Wednesday, May 12, 2010

Style and Revision

Readers of these hints will be aware of a short book by Professor William Strunk and the Journalist E.B. White called "The Elements of Style." White took classes from Professor Strunk at Cornell University in 1919. Strunk's "little book" has remained a roadmap for writers ever since.

The original little book was self-published by Strunk as a classroom text and re-animated by White many years later. White died in 1985, but not until he had reworked Strunk's book at least four times and after an illustrious career. Professor Strunk's essential handbook survives in a 2008 released 50th anniversary edition.

Browsing the chapter on style, Strunk's admonition about revision spurred another look at yesterday's blog entry and at a column written for www.examiner.com. Both pieces needed revision only a day in the rear view mirror. Most writers (including this one) see what they thought they wrote rather than the words actually saved to file and posted for the world to read.

If a writer is not too sold on his own prowess, revision is revelation. Everyone has favorite words that steal into prose over and over like dandelions in a suburban lawnscape. Grab a thesaurus and find other words. On re-reading, entire phrases (added as afterthoughts) will work better earlier in sentences. Move them. Verb forms repeat. I make the same keystroke errors time and time again. Watch for similar challenges. Make sure all phrase parallelisms continue to conclusion.

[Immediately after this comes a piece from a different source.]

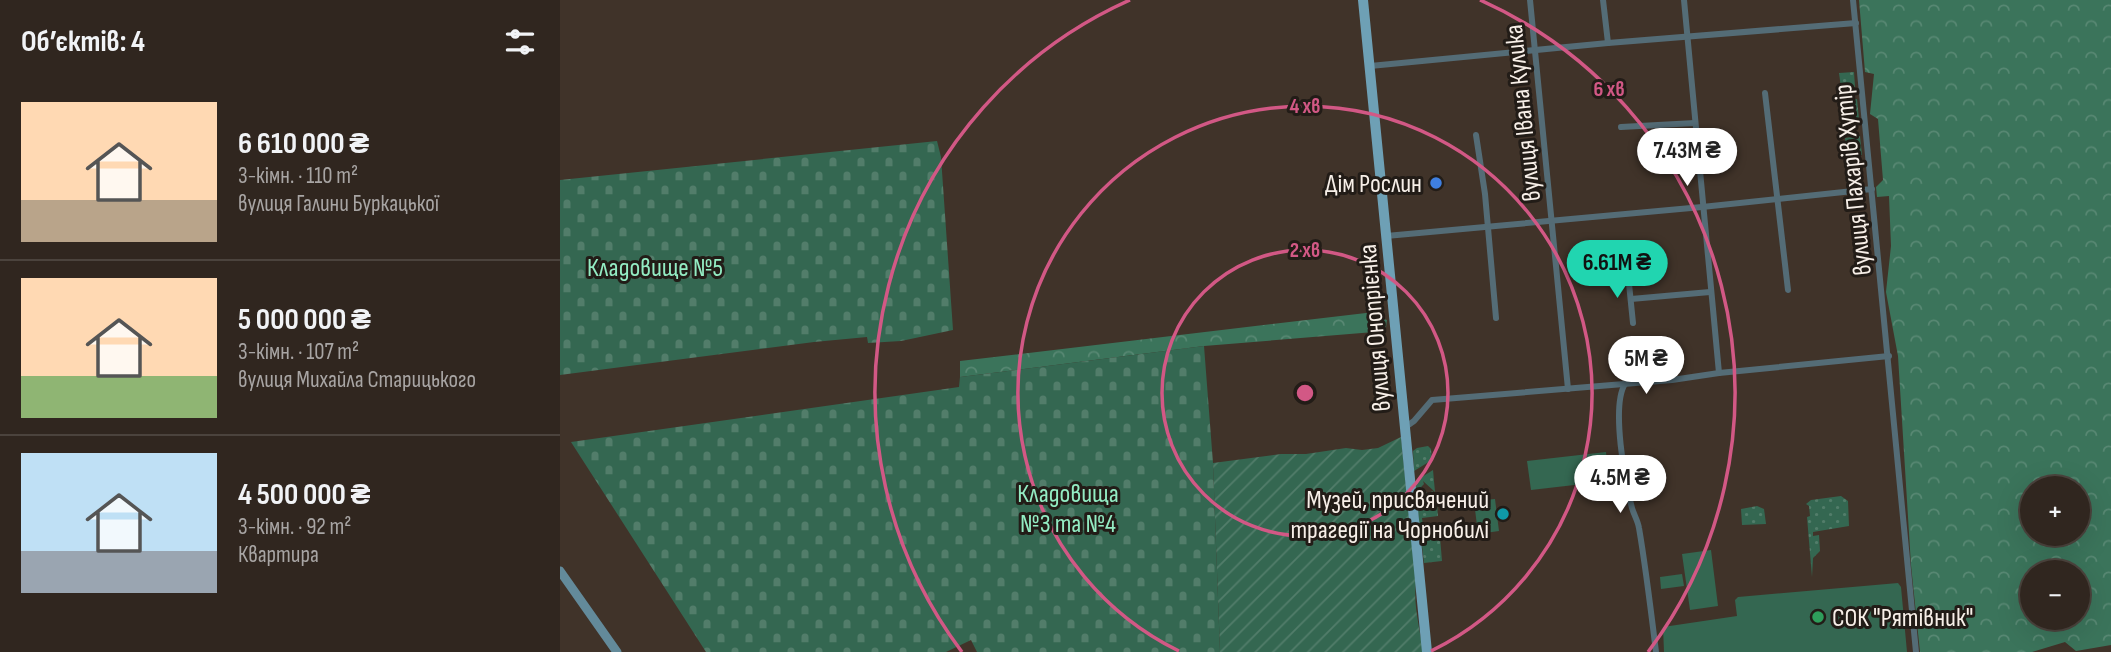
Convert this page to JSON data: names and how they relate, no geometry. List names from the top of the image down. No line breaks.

The commandment to rewrite begs still another issue... revision time. Many of us work under deadline pressure. The number of errors that get passed on in a newspaper environment are legion. Some problems are traced to new technology and fewer eyes surveying the product. Most should be blamed on a self imposed definition of deadline.

Deadlines have become the last possible time to do anything. I, frankly, procrastinate by habit and inclination. The magic potion for this particular failing is simple. Assume any first draft reeks and time to recover during a re-write is required.